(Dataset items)

⁂

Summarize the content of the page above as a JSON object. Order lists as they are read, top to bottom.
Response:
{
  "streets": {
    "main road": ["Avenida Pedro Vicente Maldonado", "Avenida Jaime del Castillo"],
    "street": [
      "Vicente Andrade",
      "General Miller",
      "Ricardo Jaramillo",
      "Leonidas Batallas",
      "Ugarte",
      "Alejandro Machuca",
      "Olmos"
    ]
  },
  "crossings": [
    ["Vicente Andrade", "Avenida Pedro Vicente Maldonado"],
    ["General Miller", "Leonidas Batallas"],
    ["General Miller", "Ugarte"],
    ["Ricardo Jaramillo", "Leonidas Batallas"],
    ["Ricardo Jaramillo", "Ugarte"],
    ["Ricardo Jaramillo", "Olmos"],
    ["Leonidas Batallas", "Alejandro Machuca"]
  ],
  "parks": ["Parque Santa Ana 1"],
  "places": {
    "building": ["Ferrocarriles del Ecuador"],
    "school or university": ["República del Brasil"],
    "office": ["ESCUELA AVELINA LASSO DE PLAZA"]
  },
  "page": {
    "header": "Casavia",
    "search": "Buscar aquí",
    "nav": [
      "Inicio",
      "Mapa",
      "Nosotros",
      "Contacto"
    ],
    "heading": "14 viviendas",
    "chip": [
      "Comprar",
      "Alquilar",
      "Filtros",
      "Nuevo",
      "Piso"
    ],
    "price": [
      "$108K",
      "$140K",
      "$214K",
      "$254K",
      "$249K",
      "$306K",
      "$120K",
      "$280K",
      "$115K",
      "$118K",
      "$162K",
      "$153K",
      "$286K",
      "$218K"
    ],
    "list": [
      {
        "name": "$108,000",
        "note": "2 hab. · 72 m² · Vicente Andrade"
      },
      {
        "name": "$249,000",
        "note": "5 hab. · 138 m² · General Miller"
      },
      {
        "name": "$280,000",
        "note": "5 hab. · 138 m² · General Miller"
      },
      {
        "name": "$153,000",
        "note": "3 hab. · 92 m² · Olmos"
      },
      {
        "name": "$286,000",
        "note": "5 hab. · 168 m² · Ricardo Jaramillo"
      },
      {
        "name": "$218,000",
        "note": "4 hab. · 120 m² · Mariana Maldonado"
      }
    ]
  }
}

⁂

- _Work order_
Reproduce each entry from the records above, character for character.

- _Expected answer_
Summarize the content of the page above as a JSON object. Order lists as they are read, top to bottom.
Response:
{
  "streets": {
    "main road": ["Avenida Pedro Vicente Maldonado", "Avenida Jaime del Castillo"],
    "street": [
      "Vicente Andrade",
      "General Miller",
      "Ricardo Jaramillo",
      "Leonidas Batallas",
      "Ugarte",
      "Alejandro Machuca",
      "Olmos"
    ]
  },
  "crossings": [
    ["Vicente Andrade", "Avenida Pedro Vicente Maldonado"],
    ["General Miller", "Leonidas Batallas"],
    ["General Miller", "Ugarte"],
    ["Ricardo Jaramillo", "Leonidas Batallas"],
    ["Ricardo Jaramillo", "Ugarte"],
    ["Ricardo Jaramillo", "Olmos"],
    ["Leonidas Batallas", "Alejandro Machuca"]
  ],
  "parks": ["Parque Santa Ana 1"],
  "places": {
    "building": ["Ferrocarriles del Ecuador"],
    "school or university": ["República del Brasil"],
    "office": ["ESCUELA AVELINA LASSO DE PLAZA"]
  },
  "page": {
    "header": "Casavia",
    "search": "Buscar aquí",
    "nav": [
      "Inicio",
      "Mapa",
      "Nosotros",
      "Contacto"
    ],
    "heading": "14 viviendas",
    "chip": [
      "Comprar",
      "Alquilar",
      "Filtros",
      "Nuevo",
      "Piso"
    ],
    "price": [
      "$108K",
      "$140K",
      "$214K",
      "$254K",
      "$249K",
      "$306K",
      "$120K",
      "$280K",
      "$115K",
      "$118K",
      "$162K",
      "$153K",
      "$286K",
      "$218K"
    ],
    "list": [
      {
        "name": "$108,000",
        "note": "2 hab. · 72 m² · Vicente Andrade"
      },
      {
        "name": "$249,000",
        "note": "5 hab. · 138 m² · General Miller"
      },
      {
        "name": "$280,000",
        "note": "5 hab. · 138 m² · General Miller"
      },
      {
        "name": "$153,000",
        "note": "3 hab. · 92 m² · Olmos"
      },
      {
        "name": "$286,000",
        "note": "5 hab. · 168 m² · Ricardo Jaramillo"
      },
      {
        "name": "$218,000",
        "note": "4 hab. · 120 m² · Mariana Maldonado"
      }
    ]
  }
}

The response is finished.